- Born: 1981 or 1982 (age 43–44) Bridge City, Texas
- Education: Texas A&M University (BS)
- Occupation: Entrepeneur

= Jason Ballard (entrepreneur) =

American housing entrepeneur

Jason Ballard is an American housing entrepeneur based in Texas. He is best known for his role as co-founder and CEO of Icon 3D, a construction technology company focused on 3D-printing houses. In this role, he helped create the world's first 3D-printed community, Wolf Ranch. He previously founded eco-friendly home store Treehouse. He was named to the Time 100 Next in 2021.
==Biography==
Ballard grew up in Bridge City, Texas and Orange, Texas to a community which frequently evacuated from hurricanes, and once spent Christmas at a FEMA trailer. His community also was filled with petrochemical plants. He was at first interested in becoming an Episcopal minister, and entered the discernment process after highschool. He went on, however, to earn a bachelor's degree in conservation biology from Texas A&M University and earn a master's degree in space resources, as well as become an apprentice in carpentry. He ultimately decided, however, to focus on housing.

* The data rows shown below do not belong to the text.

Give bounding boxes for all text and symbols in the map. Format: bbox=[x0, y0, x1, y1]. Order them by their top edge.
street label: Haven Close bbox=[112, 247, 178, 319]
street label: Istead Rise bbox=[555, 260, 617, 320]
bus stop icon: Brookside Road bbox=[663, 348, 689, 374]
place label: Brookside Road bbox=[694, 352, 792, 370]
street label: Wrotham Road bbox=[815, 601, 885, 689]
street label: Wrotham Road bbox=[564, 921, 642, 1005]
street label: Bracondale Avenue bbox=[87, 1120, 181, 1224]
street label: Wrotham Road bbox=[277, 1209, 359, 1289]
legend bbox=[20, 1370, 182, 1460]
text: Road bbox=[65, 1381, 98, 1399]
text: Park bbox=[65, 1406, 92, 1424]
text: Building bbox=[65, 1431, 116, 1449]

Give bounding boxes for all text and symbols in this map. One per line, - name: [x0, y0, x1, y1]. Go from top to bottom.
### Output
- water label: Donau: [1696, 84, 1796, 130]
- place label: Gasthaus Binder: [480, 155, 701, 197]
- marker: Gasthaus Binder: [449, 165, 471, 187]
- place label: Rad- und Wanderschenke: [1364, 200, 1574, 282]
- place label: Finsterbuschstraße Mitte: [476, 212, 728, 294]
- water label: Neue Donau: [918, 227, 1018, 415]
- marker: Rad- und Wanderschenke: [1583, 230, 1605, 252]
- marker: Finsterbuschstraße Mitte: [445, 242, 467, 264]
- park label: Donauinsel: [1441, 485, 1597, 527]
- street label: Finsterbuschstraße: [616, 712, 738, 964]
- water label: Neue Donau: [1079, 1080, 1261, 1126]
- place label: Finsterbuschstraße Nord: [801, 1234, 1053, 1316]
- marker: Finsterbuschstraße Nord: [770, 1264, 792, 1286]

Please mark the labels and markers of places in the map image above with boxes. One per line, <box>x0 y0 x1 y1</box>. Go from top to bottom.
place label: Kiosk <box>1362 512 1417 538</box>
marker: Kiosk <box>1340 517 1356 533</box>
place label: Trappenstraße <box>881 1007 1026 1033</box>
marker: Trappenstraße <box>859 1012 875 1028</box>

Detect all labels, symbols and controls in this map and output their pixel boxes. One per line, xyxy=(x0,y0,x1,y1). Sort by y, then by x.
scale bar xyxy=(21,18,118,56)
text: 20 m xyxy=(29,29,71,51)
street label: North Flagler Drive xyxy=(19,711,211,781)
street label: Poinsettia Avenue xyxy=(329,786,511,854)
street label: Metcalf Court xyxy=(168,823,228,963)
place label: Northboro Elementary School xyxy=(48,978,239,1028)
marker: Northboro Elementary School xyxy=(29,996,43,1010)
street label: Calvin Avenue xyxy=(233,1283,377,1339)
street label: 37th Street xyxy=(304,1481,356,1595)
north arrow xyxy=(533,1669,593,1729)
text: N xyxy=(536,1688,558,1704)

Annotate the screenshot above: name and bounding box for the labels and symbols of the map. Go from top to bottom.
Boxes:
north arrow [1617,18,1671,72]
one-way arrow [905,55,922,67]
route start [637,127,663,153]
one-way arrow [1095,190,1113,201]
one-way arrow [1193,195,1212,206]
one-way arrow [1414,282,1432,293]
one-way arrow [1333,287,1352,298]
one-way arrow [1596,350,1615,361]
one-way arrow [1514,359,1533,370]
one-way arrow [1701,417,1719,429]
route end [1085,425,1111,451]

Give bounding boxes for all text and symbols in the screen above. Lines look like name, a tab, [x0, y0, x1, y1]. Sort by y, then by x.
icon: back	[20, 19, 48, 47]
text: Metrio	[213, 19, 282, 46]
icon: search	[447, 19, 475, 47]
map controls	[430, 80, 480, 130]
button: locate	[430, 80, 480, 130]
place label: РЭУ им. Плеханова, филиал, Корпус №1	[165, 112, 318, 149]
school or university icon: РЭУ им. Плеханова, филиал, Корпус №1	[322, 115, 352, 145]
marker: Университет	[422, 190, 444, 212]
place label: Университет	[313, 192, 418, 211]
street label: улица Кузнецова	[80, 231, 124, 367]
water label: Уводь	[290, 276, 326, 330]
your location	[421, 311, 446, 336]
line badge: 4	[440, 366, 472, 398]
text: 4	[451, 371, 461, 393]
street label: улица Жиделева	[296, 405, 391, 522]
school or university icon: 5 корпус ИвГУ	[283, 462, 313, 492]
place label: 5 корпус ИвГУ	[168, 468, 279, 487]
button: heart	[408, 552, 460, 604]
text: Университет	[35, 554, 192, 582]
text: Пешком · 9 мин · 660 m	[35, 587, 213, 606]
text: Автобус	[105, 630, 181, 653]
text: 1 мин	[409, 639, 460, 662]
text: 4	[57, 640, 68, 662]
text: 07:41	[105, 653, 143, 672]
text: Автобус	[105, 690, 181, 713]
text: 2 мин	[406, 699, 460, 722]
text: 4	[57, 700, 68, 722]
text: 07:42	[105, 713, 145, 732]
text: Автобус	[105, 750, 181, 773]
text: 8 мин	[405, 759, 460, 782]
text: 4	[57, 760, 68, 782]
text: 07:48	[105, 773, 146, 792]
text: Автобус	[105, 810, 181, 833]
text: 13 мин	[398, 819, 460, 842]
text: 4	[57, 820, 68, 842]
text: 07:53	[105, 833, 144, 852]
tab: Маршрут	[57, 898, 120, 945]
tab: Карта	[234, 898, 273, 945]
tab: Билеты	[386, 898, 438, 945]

In 2011, he created home improvements store Treehouse, which was based in Austin, Texas. It included products focused on sustainability and affordability. He led it to acquire $35,000,000 in investments and open two more stores.

However, he ultimately decided to shift to creating 3D-printed houses, and co-founded house-printing company Icon 3D. Their first attempt, revealed during South by Southwest, resulted in a successful house, but was misreported as being lower-cost than it was. This helped increase demand. Another project he created early on was a partnership with a local housing development focused on supporting the homeless.

He led the company to create the world's first 3D-printed community, Wolf Ranch, outside of Georgetown, Texas. He has also printed and houses outside of the US in Nacajuca. Ballard led Icon 3D to partner with NASA to print a simulation of a Martian building at the Johnson Space Center. He has also printed U.S. army bases, which he stated was "making more history". He has emphasized the ease of creating "additional flourishes" in these buildings.

As part of ICON 3D, he also launched artificial intelligence tool Vitruvius.